Bei Adference wurde von Anfang an auf maschinelles Lernen gesetzt. Die Basis war das Vorwissen anstelle von regelbasierten Entscheidungen. Denn regelbasierte Tools erkennen im Gegensatz zum selbstlernenden System keine Veränderungen.
Es gibt andere Themen und Plattformen wie Tiktok, die eventuell bald wieder verschwinden, aber bei der KI kann man sich eigentlich sicher sein, dass sie nie wieder weggehen wird. Durch künstliche Intelligenz wird unser Alltag und Methoden der Entscheidungsfindung vereinfacht. Eine verstärkte Personalisierung ist hauptsächlich dank künstlicher Intelligenz möglich.
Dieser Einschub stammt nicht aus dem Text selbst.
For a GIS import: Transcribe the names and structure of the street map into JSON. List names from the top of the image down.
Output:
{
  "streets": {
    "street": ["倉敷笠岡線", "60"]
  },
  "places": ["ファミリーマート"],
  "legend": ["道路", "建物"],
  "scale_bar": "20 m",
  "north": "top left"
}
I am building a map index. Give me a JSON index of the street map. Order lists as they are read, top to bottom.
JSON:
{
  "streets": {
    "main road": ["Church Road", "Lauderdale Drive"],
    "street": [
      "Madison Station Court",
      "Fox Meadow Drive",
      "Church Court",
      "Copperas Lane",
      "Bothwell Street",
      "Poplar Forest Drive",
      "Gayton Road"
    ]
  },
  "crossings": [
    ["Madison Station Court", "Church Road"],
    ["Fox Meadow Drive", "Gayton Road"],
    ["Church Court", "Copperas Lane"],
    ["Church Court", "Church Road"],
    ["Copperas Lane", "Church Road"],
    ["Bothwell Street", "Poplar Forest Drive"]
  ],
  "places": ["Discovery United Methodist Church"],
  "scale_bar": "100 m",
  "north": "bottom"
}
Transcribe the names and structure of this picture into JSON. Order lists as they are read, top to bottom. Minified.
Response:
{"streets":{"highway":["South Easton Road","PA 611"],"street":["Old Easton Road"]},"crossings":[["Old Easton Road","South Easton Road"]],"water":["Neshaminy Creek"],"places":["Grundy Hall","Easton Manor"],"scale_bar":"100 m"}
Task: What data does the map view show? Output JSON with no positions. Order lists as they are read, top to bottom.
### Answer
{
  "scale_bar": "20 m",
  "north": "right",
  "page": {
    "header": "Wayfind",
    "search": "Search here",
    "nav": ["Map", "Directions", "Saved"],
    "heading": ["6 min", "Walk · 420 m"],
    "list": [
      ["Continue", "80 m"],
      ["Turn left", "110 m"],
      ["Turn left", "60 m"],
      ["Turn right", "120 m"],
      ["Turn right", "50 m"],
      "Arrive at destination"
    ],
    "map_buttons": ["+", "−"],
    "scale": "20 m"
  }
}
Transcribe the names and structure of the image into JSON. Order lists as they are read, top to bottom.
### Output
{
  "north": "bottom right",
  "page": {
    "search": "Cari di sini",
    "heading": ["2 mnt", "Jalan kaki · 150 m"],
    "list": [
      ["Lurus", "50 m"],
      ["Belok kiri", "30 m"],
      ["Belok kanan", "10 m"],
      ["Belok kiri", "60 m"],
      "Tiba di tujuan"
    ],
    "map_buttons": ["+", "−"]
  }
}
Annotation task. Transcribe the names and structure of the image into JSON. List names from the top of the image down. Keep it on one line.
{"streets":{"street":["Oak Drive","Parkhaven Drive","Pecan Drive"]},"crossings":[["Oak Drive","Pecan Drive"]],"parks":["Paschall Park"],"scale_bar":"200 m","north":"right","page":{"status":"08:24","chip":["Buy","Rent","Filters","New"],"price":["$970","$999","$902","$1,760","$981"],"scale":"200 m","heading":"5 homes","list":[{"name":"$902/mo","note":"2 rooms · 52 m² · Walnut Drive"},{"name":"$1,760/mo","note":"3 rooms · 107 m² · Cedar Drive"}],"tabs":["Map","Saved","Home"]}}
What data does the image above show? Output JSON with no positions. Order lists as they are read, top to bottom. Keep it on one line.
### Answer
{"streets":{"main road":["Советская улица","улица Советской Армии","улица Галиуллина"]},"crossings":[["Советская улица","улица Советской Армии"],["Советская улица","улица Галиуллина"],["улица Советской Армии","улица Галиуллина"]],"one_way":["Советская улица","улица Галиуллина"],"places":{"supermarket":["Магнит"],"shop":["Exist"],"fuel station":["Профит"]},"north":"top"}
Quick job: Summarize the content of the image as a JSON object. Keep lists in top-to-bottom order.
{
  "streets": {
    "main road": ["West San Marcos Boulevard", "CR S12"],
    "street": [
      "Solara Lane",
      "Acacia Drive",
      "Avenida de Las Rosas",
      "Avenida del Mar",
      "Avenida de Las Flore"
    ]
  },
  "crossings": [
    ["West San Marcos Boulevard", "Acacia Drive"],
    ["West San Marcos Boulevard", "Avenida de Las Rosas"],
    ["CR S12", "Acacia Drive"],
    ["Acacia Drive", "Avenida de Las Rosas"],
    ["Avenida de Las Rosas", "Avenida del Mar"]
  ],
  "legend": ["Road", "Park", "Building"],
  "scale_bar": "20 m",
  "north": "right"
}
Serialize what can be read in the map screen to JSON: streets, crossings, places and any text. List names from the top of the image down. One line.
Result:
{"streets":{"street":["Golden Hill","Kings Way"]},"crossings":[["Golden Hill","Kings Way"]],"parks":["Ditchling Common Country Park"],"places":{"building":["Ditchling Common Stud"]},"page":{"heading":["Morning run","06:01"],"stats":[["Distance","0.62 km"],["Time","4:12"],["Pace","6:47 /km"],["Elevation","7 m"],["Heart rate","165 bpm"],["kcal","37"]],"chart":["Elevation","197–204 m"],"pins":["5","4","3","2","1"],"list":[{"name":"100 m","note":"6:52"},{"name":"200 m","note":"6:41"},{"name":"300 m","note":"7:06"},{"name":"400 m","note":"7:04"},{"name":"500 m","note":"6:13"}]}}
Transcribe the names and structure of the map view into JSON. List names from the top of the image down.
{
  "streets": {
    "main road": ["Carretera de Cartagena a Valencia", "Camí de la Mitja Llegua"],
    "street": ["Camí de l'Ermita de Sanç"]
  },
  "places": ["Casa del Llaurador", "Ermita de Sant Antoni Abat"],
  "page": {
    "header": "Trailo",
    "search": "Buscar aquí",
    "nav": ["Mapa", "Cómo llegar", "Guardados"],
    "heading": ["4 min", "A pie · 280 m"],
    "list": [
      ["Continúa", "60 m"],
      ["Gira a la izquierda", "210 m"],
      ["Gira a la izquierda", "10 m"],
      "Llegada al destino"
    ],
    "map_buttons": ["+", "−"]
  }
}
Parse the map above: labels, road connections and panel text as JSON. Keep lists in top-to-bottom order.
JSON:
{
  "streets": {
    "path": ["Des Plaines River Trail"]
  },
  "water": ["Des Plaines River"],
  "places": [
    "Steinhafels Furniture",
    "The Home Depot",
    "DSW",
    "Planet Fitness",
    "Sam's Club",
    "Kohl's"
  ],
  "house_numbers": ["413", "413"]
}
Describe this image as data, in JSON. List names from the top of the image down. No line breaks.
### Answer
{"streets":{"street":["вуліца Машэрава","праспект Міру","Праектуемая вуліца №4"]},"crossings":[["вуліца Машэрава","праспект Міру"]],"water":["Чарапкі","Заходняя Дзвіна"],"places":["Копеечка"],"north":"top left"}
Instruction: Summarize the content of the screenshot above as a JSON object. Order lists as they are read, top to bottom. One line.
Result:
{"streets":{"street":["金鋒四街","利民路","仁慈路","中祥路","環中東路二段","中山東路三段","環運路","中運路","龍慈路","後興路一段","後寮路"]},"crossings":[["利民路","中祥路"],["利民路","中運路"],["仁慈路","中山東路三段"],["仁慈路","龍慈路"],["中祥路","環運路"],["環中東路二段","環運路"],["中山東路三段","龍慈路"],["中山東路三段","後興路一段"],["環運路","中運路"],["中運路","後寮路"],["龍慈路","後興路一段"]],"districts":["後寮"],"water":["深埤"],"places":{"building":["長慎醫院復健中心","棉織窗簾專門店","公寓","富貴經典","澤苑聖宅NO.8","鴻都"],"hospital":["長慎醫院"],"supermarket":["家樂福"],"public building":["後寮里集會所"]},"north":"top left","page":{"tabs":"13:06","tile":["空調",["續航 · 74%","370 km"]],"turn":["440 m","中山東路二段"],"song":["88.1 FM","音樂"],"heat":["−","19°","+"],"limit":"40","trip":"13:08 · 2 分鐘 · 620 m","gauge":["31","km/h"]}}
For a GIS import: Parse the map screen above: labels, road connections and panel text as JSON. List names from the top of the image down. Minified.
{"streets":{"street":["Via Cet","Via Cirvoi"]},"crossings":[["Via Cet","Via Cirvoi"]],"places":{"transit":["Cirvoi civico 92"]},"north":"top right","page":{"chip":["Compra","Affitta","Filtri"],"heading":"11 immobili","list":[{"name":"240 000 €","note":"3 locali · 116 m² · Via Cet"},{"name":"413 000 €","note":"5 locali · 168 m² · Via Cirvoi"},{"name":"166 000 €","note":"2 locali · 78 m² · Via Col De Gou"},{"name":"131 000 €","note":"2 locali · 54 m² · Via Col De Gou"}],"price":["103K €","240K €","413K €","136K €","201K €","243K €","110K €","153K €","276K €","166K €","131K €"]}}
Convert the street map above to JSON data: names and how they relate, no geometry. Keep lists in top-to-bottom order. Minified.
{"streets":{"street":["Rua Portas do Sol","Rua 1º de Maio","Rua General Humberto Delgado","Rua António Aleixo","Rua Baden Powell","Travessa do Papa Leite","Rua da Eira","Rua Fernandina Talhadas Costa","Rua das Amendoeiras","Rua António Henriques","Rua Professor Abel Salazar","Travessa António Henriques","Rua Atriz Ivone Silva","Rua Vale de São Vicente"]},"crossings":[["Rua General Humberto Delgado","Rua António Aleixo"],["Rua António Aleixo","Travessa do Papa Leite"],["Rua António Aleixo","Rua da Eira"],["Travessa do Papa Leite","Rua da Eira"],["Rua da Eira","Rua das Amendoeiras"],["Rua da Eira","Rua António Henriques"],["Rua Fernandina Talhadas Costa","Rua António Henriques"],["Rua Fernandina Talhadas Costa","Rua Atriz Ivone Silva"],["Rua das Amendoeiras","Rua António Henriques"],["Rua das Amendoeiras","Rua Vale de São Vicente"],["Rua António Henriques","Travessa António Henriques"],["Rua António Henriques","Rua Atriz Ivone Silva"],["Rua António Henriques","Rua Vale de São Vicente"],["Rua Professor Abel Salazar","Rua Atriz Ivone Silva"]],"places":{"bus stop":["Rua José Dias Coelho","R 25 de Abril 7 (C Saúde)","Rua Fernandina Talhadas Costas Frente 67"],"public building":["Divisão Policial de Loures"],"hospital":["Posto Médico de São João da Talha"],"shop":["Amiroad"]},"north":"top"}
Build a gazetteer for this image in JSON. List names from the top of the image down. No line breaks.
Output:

Beispiel aus der Krebsforschung

Ein Beispiel aus einem anderen Kontext der künstlichen Intelligenz kommt aus der Krebsforschung. Dort können neuronale Netze Krebs mittlerweile besser in Röntgenbildern erkennen als ausgebildete Ärzte. Dies liegt nicht daran, dass neuronale Netze so schlau sind, sondern dass sie viele tausend Bilder von Ärzten vorklassifiziert bekommen haben, wobei markiert wurde, ob Krebs oder nicht. Allein dieses Phänomen lässt deutlich machen, weshalb künstliche Intelligenz nicht mehr wegzudenken ist.

Neuronale Netze sind mittlerweile auch in der Lage realitätsgleiche Bilder zu generieren. Das Prinzip/ Programm dahinter heißt „GANS“ oder ausgeschrieben „Generative Adversarial Networks“ und es lohnt sich, die Bilder mal anzuschauen. Hättet ihr gewusst, dass es sich nicht um Fotos, sondern um maschinell erstellte Bilder handelt?

Im Moment gibt es keine Grenzen der künstlichen Intelligenz und man fragt sich insbesondere im Advertising, ob menschliche Arbeitskräfte in dem Bereich überhaupt noch notwendig sind.

Mensch vs. Maschine: Wie wichtig ist die Rolle des Menschen im Advertising?

Die Idee hinter dem maschinellen Vorgehen ist: „Sag mir was dein Content ist und ich produzier dir Werbung dazu.“ Das funktioniert im Google Universum bereits wettbewerbsfähig unter anderem im Bereich Smart Bidding und bei den Dynamic Search Ads. Auch Amazon entwickelt sich auf Basis von maschinellem Lernen kontinuierlich weiter. Trotzdem wird der Mensch immer noch gebraucht.Mensch vs. Maschine gegenüber am Tisch, künstliche Intelligenz

Zum Beispiel die Werbewirkungszuweisung kann optimal mithilfe neuronaler Netze gemacht werden. Da Features bereits selbst lernen, muss nicht mehr viel gemacht werden. Maschinen ist allerdings nicht klar, dass ihnen selten vollständige Daten zur Verfügung stehen. Wenn beispielsweise Cookies nicht mehr funktionieren, muss diese Information von einem Menschen kommen. Die Grenzen der Maschinen und des Menschen sollte man immer im Blick haben.

Aktuell gibt es aber noch stetig neue Aufgaben, die für menschliche Arbeit gemacht sind. Die Welt ist so schnell und es ist schwer, faktisches Wissen für besonders werthaltig zu erachten.

Kann Deutschland im Bereich Technologie in der Weltwirtschaft trotz strenger ePrivacy Verordnung überhaupt mitspielen?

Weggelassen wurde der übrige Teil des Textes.